If anyone need help or having the problem described in Eric's post, I will be glad to provide any assistance.

----------

## teknomage1

Nimen hao.

What are the best fonts for displaying chinese characters in Gentoo?

----------

## wangxiaohu

 *teknomage1 wrote:*   

> Nimen hao.
> 
> What are the best fonts for displaying chinese characters in Gentoo?

 

http://msw.mcmaster.ca/~wangy/temp/sunglobe.ttf

----------

## teknomage1

Thanks that one works great!

----------

## foosh

Are there any freely-distributed, printable 普通话 flashcards available on the internet that anyone knows of?

edit:

EricHsu - the Chinese charaters in you post are not UTF-8 encoded, now it is  :Wink:  Please check how to post in UTF-8 in each browser  :Very Happy: 

----------

## foosh

oops, I am sorry about that..   that worries me, because I'm not sure how I post them in UTF-8, even though I followed your instructions at the link.

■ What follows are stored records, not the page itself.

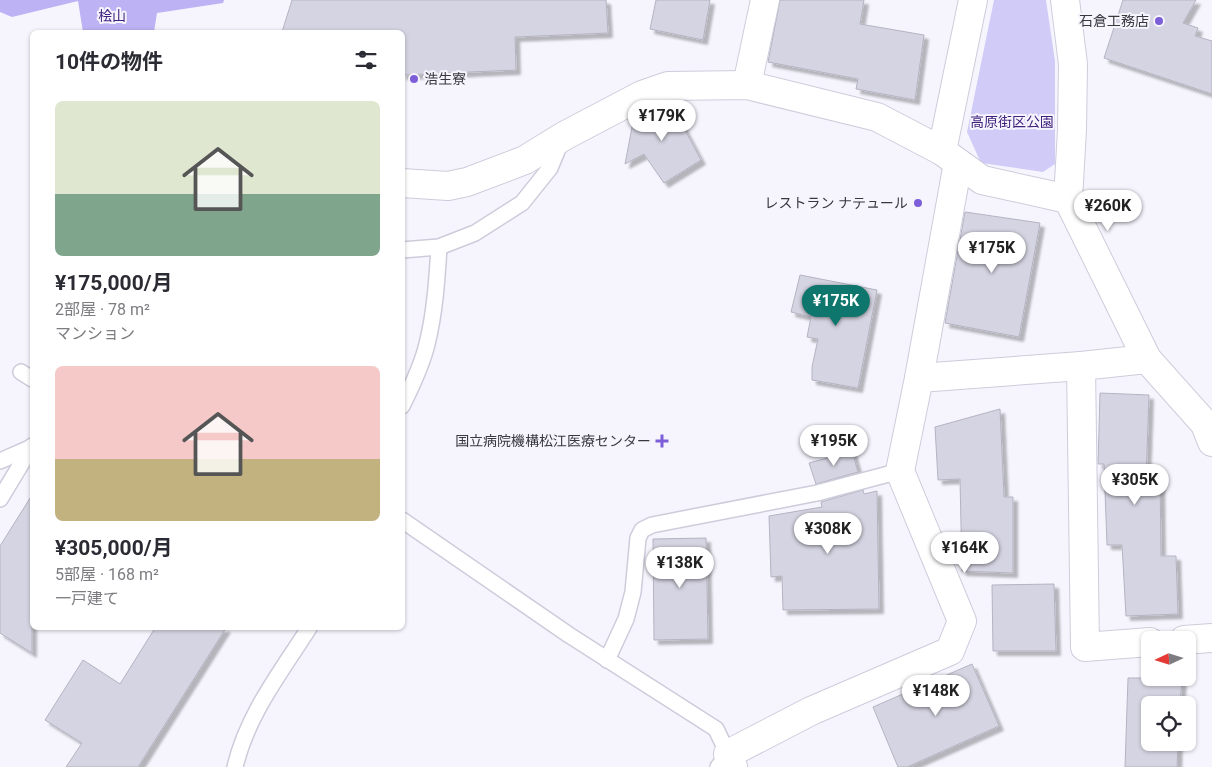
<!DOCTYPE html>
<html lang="ja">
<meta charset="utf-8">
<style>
:root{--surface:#fff;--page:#f2f2f3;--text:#2b2b33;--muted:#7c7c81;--accent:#0f766e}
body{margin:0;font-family:Roboto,"Noto Sans JP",sans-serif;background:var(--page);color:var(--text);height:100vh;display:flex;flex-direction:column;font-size:19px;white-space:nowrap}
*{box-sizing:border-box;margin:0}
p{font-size:16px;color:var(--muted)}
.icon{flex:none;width:28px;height:28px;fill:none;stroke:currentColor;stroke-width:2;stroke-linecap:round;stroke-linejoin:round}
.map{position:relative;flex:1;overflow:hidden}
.sheet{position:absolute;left:30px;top:30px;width:375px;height:600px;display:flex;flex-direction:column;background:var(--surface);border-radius:8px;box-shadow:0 1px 4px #0004}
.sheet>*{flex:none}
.needle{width:32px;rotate:266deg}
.buttons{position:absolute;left:1141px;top:631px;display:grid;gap:10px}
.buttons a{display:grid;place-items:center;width:55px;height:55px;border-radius:8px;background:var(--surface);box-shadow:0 1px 4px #0004;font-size:25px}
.price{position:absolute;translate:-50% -42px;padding:0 11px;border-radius:18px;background:#fff;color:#222;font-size:16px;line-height:32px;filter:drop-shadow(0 1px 2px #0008)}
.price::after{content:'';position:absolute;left:50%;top:30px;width:15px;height:11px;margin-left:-8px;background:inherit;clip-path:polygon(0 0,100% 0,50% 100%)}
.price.on{background:var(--accent);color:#fff}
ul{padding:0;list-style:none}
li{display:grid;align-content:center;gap:10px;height:265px;padding:0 25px}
li span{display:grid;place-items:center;height:155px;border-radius:8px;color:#555}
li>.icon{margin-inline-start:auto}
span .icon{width:90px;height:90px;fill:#fffc;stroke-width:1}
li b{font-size:21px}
h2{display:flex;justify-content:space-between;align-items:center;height:60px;padding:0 25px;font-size:21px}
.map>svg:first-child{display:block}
.green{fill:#d1cbf8}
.forest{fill:#bdb2f3}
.building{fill:#d5d4e2;stroke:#b5b3c1;filter:url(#shadow)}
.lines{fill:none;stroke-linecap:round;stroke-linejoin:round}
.service-casing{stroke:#ceccdb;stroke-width:18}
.minor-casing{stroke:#ceccdb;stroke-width:30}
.service{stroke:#fff;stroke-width:15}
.minor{stroke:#fff;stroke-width:28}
.poi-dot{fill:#7d5ed9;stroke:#f6f5fe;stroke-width:2}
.labels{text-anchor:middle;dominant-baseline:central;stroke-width:4;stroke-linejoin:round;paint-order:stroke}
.park-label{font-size:14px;fill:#40237e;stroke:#f6f5fe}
.poi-label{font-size:14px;fill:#39383e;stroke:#f6f5fe;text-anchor:end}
</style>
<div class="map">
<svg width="1212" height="767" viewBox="0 0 1212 767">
<defs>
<filter id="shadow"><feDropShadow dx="4.5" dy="4.5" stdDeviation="1" flood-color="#0004"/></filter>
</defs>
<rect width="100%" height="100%" fill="#f6f5fe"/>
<path class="green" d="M994,0H1046L1055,61V164L1043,172L981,163L967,132Z"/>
<path class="forest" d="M0,0H224L223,3L157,13L154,32H83L78,1L12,17L0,12Z"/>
<g class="building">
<path d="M292,0H606L608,33L515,37L516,70L402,75V32H282Z"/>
<path d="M656,0H710L703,40L650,29Z"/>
<path d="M780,0H864L860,24L924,35L915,100L856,89L858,79L768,62Z"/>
<path d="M1123,0H1196L1183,23L1198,28L1195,36L1212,41V94L1104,58Z"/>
<path d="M670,102L701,160L664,183L644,154L625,164L634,117L648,109Z"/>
<path d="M965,212L1040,223L1019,337L945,323Z"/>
<path d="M800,275L877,290L858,388L812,380V367L818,339L807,337L811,317L791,312Z"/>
<path d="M1100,393L1149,395L1146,478L1160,477L1161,556H1176L1178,614L1126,616L1122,545H1107L1104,464H1098Z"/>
<path d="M1000,409L1004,497H1013V573L962,571L960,479L938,480L935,427Z"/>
<path d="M852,451L858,472L816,484L809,463Z"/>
<path d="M863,490L864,494L877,491L879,609L783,610L782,576L771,577L769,516L822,507L821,502Z"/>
<path d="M32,495V653L0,633V546Z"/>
<path d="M706,538L708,639L654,640L653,539Z"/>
<path d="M1054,584L1056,651H993L992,585Z"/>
<path d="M155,628H226L138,767H66L82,743L45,720L83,660L120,684Z"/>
<path d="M972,664L999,726L907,767H898L873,707Z"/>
<path d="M1128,678H1182L1180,705H1150V742H1178L1177,767H1125Z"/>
</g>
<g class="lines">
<g class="service-casing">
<g id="service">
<path d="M402,250L439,247L475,233L522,203L550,168L562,139"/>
<path d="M21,372L32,379"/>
<path d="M402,406C412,386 422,365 427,344C435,312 437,279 439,247"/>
<path d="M0,461L32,447"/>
<path d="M0,499L32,446"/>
<path d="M402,520L569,635L716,729L728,754L718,767"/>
<path d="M607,660L626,619L633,592L638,538L642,530L652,525L817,493L900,471"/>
<path d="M235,767C247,715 281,672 309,628"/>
</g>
</g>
<g class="minor-casing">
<g id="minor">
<path d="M1065,0L1073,64L1072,130L1068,199L1147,359L1205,424L1212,442"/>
<path d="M747,85L765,0"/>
<path d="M942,151L973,0"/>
<path d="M402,183L448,186L467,182L525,160L564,136L642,95L668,86L747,85L877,117L942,151L982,180L1068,199"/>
<path d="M1147,359L1081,366L1085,647L1150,642"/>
<path d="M919,378L958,163"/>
<path d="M1184,640L1212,638"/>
<path d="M733,767L728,754L811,711L950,651L962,621L900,471L919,378L1081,366"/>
</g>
</g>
<use href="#service" class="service"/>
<use href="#minor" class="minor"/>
</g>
<g class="poi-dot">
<circle cx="1159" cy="21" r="5"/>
<circle cx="414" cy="79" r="5"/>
<circle cx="918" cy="203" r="5"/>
<path d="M659.5 433.5h5v5h5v5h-5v5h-5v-5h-5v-5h5z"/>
</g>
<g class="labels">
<g class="park-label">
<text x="112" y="16">桧山</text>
<text x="1012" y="122">高原街区公園</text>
</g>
<g class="poi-label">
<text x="1149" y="21">石倉工務店</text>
<text x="424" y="79" text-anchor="start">浩生寮</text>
<text x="908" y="203">レストラン ナテュール</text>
<text x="651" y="441">国立病院機構松江医療センター</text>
</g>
</g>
</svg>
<div class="buttons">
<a><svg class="needle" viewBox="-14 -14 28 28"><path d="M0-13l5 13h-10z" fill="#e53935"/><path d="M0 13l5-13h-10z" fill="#7c7c81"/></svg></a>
<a><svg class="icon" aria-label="locate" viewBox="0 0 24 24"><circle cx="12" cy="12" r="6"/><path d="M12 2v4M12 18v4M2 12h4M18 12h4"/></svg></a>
</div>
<b class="price" style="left:662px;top:142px">¥179K</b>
<b class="price" style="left:1108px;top:232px">¥260K</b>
<b class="price" style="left:992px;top:274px">¥175K</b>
<b class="price on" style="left:836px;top:327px">¥175K</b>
<b class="price" style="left:834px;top:467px">¥195K</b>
<b class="price" style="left:1135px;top:506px">¥305K</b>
<b class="price" style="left:828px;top:555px">¥308K</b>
<b class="price" style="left:965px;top:574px">¥164K</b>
<b class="price" style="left:680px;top:589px">¥138K</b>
<b class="price" style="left:936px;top:717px">¥148K</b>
<section class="sheet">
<h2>10件の物件<svg class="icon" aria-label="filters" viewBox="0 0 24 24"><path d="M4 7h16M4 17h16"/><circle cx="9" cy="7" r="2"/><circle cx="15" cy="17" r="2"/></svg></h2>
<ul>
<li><span style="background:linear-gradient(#dfe7d0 60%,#7fa58c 0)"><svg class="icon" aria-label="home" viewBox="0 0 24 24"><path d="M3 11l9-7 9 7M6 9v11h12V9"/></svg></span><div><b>¥175,000/月</b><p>2部屋 · 78 m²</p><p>マンション</p></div></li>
<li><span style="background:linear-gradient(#f6c9c9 60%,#c2b280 0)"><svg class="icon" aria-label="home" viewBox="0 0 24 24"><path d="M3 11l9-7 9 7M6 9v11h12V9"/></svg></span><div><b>¥305,000/月</b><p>5部屋 · 168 m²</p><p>一戸建て</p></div></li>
</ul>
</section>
</div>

random question:  has anyone heard of the Chinese game "Bashi Fen" or 80 points?  I love this game and was wondering if anyone knew of a computer version?  I am trying to write it in Java but it will be a while.....  :Shocked: 

----------

## liuspider

I only know some kinds of online games which include this "poker" game: a bunch exists in China

As you expected, they are all commercial software without sources.

----------

## vanvan

为什么我看到的中文是乱码？

what's the matter?

edit:

 修正乱码.   :Smile:  - eric

----------

## EricHsu

 *vanvan wrote:*   

> 为什么我看到的中文是乱码？
> 
> what's the matter?
> 
> 

 

To view this forum properly, please set your browser's charater encoding to UTF-8   :Smile: 

Another good solution is go to your "profile" settings and choose the language to be "Simplified Chinese" or "Traditional Chinese".

----------

## Sunnz

Hello there.

I not using Gentoo Linux at the moment, but I am using Fedora. Anyway, how do I type Chinese? Do I need to install extra software? Also, what's the deal with encodings such as UTF-8, Big5 and GB?

Thank you.

----------

## haoqide

Hey, if you're wanting to use Chinese input, you may try Chinput - http://www.opencjk.org/~yumj/project-chinput-e.html

I haven't personally used it yet, but I hear it's pretty good from some people on www.chinese-forums.com

I hope that helps.

-haoqide

P.S. - If you're interested in a Chinese-specific distro (yes, it's RPM based), there's Asianux.  Check it out here:  http://www.asianux.com

----------

## Sunnz

Hello everyone,

I have just installed Gentoo with Gnome desktop. I am just wondering what do I need to emerge so display Chinese? I am not worrying about typing it at the moment, I want to be able to read it, but have Chinese input is good as well.

Thanks.

----------